* REQUIRED ACTION
Each time a line of the listing holds "stream", copy that line.

* THE INPUT

- - -

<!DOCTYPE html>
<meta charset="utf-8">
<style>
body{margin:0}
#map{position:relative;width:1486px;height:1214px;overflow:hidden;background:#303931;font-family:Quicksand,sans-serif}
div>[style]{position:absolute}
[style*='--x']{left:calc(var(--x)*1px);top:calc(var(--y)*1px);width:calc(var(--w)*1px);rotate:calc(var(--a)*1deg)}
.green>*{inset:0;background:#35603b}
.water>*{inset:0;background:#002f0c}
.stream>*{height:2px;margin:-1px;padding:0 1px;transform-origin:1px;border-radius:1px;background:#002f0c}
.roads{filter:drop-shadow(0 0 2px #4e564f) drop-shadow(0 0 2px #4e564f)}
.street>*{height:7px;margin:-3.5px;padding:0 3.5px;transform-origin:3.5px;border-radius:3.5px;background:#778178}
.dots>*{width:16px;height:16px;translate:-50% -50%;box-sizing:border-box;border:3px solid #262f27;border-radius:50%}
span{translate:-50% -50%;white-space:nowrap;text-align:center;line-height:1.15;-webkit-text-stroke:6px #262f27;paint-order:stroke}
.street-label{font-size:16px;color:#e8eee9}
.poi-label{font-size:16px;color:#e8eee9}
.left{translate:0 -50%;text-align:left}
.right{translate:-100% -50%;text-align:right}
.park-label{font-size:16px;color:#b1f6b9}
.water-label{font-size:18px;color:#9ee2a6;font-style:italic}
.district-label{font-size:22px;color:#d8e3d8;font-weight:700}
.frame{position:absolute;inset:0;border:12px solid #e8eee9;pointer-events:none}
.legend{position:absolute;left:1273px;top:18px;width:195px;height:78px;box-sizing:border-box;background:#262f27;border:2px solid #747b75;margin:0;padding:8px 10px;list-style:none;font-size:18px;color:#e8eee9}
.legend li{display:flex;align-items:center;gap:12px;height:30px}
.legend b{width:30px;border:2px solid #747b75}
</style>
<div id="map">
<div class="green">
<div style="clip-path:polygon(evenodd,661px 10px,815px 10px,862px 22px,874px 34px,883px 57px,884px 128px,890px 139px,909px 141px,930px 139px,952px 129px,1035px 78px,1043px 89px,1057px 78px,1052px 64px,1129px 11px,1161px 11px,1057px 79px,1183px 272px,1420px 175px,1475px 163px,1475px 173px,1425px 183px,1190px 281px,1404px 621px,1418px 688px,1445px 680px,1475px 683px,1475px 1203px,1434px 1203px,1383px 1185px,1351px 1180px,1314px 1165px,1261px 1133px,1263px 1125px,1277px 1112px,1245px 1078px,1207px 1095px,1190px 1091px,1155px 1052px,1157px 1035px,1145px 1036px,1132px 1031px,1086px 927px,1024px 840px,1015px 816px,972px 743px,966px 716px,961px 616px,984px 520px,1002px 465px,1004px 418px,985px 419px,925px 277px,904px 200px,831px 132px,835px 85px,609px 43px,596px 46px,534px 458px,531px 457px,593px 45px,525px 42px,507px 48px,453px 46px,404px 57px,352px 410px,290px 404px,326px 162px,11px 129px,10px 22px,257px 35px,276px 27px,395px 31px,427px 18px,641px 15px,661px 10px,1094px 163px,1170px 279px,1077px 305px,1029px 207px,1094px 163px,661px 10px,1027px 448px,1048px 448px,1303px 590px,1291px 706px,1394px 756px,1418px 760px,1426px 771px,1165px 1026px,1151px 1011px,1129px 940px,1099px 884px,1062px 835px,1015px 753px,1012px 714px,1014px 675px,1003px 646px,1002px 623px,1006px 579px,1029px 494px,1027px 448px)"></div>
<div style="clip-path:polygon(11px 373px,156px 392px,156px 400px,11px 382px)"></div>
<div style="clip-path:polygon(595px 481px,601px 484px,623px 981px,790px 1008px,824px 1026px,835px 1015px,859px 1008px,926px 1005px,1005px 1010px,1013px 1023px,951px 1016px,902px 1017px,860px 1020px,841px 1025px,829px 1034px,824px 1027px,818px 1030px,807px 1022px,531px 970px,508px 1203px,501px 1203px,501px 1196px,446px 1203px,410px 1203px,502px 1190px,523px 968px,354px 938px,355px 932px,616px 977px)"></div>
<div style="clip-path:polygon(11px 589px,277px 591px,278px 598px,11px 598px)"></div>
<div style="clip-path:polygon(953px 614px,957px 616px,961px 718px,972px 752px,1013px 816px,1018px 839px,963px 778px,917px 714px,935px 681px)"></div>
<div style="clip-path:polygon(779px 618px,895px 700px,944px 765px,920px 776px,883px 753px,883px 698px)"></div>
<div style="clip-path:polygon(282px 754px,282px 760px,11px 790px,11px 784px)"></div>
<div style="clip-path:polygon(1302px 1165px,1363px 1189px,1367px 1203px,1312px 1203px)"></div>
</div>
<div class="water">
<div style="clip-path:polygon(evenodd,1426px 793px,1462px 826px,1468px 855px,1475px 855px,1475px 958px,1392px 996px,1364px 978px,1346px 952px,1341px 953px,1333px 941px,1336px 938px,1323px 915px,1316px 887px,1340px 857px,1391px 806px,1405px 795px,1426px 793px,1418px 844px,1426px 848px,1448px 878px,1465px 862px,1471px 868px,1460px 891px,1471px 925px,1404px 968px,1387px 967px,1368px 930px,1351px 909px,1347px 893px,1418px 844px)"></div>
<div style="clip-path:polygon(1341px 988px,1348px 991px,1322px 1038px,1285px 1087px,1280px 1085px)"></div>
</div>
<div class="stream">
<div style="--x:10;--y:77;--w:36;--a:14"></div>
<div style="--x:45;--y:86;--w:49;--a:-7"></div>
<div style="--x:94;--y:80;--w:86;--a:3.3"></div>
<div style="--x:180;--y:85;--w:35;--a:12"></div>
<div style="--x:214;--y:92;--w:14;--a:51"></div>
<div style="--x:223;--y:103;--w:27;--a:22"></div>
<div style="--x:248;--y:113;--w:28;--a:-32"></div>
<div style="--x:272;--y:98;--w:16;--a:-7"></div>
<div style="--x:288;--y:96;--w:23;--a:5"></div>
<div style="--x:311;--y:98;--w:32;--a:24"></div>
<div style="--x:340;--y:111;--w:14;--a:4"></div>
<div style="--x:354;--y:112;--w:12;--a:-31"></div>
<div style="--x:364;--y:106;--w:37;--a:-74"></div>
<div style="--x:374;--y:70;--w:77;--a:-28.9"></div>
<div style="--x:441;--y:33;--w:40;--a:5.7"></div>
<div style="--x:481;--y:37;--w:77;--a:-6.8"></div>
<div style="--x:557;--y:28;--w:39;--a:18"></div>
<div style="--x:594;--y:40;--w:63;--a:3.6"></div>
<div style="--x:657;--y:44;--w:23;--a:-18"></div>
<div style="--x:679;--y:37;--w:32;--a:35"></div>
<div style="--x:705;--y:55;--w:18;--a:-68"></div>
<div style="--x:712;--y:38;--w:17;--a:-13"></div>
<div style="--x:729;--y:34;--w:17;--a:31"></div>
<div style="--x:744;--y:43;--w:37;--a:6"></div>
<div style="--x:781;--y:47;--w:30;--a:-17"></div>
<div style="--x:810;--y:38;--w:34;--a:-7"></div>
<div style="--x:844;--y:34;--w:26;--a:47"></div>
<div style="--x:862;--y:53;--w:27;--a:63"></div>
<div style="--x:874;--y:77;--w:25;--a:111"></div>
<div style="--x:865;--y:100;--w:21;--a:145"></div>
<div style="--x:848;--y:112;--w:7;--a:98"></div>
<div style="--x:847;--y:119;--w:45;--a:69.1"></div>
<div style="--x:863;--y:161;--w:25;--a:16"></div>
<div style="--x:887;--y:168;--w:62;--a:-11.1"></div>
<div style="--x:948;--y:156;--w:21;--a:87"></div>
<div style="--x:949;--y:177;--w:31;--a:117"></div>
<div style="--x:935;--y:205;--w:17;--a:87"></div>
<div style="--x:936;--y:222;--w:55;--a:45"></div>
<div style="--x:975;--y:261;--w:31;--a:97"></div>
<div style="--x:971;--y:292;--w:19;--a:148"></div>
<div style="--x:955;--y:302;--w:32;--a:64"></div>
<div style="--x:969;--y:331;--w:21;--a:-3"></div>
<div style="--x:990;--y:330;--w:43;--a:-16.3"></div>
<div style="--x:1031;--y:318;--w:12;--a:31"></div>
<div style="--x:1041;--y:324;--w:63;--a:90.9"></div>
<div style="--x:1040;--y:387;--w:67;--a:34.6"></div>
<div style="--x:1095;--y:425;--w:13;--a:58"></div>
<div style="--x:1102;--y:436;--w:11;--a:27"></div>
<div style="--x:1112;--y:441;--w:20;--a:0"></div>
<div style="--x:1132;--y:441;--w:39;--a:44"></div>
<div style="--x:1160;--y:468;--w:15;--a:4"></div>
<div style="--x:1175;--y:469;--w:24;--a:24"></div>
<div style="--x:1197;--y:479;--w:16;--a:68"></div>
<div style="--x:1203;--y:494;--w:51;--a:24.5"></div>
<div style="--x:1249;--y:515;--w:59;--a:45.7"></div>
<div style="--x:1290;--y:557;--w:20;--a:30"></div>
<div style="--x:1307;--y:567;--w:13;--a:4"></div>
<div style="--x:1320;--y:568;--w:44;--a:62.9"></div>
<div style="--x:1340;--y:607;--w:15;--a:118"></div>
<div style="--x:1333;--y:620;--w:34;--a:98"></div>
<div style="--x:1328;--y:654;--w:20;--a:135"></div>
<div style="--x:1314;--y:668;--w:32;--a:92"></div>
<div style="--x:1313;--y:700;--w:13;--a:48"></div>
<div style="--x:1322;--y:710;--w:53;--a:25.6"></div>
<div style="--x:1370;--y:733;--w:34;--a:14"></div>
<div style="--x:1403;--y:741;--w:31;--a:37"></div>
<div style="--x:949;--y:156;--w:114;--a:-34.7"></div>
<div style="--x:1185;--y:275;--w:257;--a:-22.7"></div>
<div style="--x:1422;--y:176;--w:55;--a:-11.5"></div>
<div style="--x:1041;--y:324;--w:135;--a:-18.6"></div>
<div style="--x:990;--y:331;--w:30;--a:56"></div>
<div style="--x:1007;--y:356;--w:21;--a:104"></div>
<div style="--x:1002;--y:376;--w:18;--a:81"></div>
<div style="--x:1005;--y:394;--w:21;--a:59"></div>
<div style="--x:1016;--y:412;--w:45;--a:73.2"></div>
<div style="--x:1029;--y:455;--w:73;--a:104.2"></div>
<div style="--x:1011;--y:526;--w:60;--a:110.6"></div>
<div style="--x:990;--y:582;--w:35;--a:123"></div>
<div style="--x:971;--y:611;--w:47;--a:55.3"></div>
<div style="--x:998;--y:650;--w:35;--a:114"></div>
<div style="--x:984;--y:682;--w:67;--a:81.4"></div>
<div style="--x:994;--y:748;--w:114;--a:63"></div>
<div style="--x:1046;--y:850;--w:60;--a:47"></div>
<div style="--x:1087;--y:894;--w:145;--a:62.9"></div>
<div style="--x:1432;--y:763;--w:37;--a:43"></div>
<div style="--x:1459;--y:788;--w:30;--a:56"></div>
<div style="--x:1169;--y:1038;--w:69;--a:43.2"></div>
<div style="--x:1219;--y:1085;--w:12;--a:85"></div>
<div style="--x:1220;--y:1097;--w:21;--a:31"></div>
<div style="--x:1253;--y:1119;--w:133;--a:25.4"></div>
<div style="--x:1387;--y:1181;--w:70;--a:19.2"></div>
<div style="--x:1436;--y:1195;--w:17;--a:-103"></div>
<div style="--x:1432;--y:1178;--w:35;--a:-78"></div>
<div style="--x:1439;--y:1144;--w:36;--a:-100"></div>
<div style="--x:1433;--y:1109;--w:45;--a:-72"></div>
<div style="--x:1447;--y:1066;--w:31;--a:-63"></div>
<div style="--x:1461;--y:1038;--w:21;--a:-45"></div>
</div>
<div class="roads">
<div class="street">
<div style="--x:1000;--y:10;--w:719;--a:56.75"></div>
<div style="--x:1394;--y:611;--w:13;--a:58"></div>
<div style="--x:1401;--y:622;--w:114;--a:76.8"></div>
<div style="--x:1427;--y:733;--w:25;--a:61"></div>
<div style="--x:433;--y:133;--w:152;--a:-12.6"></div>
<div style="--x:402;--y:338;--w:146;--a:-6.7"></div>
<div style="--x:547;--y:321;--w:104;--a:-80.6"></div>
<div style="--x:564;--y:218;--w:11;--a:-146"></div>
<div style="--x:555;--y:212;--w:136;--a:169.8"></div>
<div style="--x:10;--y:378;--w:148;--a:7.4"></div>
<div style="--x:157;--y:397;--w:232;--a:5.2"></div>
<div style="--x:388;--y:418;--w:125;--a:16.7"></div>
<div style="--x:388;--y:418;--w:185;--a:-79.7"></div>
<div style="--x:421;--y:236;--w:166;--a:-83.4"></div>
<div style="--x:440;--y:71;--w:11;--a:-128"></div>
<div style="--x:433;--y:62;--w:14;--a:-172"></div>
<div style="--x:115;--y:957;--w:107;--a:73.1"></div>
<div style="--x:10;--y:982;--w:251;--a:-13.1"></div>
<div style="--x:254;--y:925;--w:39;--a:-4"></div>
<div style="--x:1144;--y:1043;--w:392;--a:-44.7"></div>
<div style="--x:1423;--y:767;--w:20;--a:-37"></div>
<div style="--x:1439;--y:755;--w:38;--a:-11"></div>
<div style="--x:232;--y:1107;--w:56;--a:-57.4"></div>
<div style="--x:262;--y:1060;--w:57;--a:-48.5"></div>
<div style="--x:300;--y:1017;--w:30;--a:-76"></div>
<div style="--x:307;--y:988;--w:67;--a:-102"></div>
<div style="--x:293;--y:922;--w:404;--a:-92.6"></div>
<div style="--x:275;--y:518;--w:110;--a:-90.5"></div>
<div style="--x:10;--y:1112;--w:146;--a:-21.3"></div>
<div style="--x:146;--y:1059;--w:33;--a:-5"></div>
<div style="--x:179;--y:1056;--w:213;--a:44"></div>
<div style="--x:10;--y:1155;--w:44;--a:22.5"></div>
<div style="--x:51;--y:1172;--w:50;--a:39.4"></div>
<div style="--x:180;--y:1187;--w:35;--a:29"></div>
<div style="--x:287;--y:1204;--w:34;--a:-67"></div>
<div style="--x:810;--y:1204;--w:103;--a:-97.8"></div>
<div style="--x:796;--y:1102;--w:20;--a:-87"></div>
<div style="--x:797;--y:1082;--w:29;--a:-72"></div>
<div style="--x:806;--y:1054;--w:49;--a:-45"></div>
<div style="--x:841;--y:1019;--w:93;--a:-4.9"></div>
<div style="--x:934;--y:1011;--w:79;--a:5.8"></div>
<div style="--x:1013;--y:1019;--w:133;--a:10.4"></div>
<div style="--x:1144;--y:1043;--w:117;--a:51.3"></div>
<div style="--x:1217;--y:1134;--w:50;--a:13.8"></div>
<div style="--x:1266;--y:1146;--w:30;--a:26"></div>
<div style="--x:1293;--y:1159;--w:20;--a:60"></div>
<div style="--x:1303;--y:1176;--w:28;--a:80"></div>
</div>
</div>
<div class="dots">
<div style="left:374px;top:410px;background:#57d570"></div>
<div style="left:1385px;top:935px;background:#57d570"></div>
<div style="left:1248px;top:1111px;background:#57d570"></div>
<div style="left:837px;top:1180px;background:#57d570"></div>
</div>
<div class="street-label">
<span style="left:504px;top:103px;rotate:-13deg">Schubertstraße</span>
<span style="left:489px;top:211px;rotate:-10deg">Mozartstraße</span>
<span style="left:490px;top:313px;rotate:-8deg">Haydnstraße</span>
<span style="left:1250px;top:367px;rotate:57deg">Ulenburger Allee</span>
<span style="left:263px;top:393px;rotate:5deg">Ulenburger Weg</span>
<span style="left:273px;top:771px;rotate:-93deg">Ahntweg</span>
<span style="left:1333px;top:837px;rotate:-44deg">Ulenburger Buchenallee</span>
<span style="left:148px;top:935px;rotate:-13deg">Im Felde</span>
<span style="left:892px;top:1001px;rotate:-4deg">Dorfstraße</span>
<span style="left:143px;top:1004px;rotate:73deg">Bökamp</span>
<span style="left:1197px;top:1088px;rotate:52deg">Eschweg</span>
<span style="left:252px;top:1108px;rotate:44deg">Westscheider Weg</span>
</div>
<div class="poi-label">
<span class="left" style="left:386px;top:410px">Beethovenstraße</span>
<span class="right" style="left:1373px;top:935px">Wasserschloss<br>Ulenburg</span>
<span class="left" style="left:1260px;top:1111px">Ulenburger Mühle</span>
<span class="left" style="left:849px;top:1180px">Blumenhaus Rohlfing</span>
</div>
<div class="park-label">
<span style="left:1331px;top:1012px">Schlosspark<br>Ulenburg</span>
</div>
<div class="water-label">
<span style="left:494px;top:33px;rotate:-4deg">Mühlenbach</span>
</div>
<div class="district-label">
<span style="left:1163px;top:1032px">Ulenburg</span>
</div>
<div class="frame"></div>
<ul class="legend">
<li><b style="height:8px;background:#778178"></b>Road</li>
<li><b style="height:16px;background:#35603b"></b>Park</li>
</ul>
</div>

- - -

* RESULT
.stream>*{height:2px;margin:-1px;padding:0 1px;transform-origin:1px;border-radius:1px;background:#002f0c}
<div class="stream">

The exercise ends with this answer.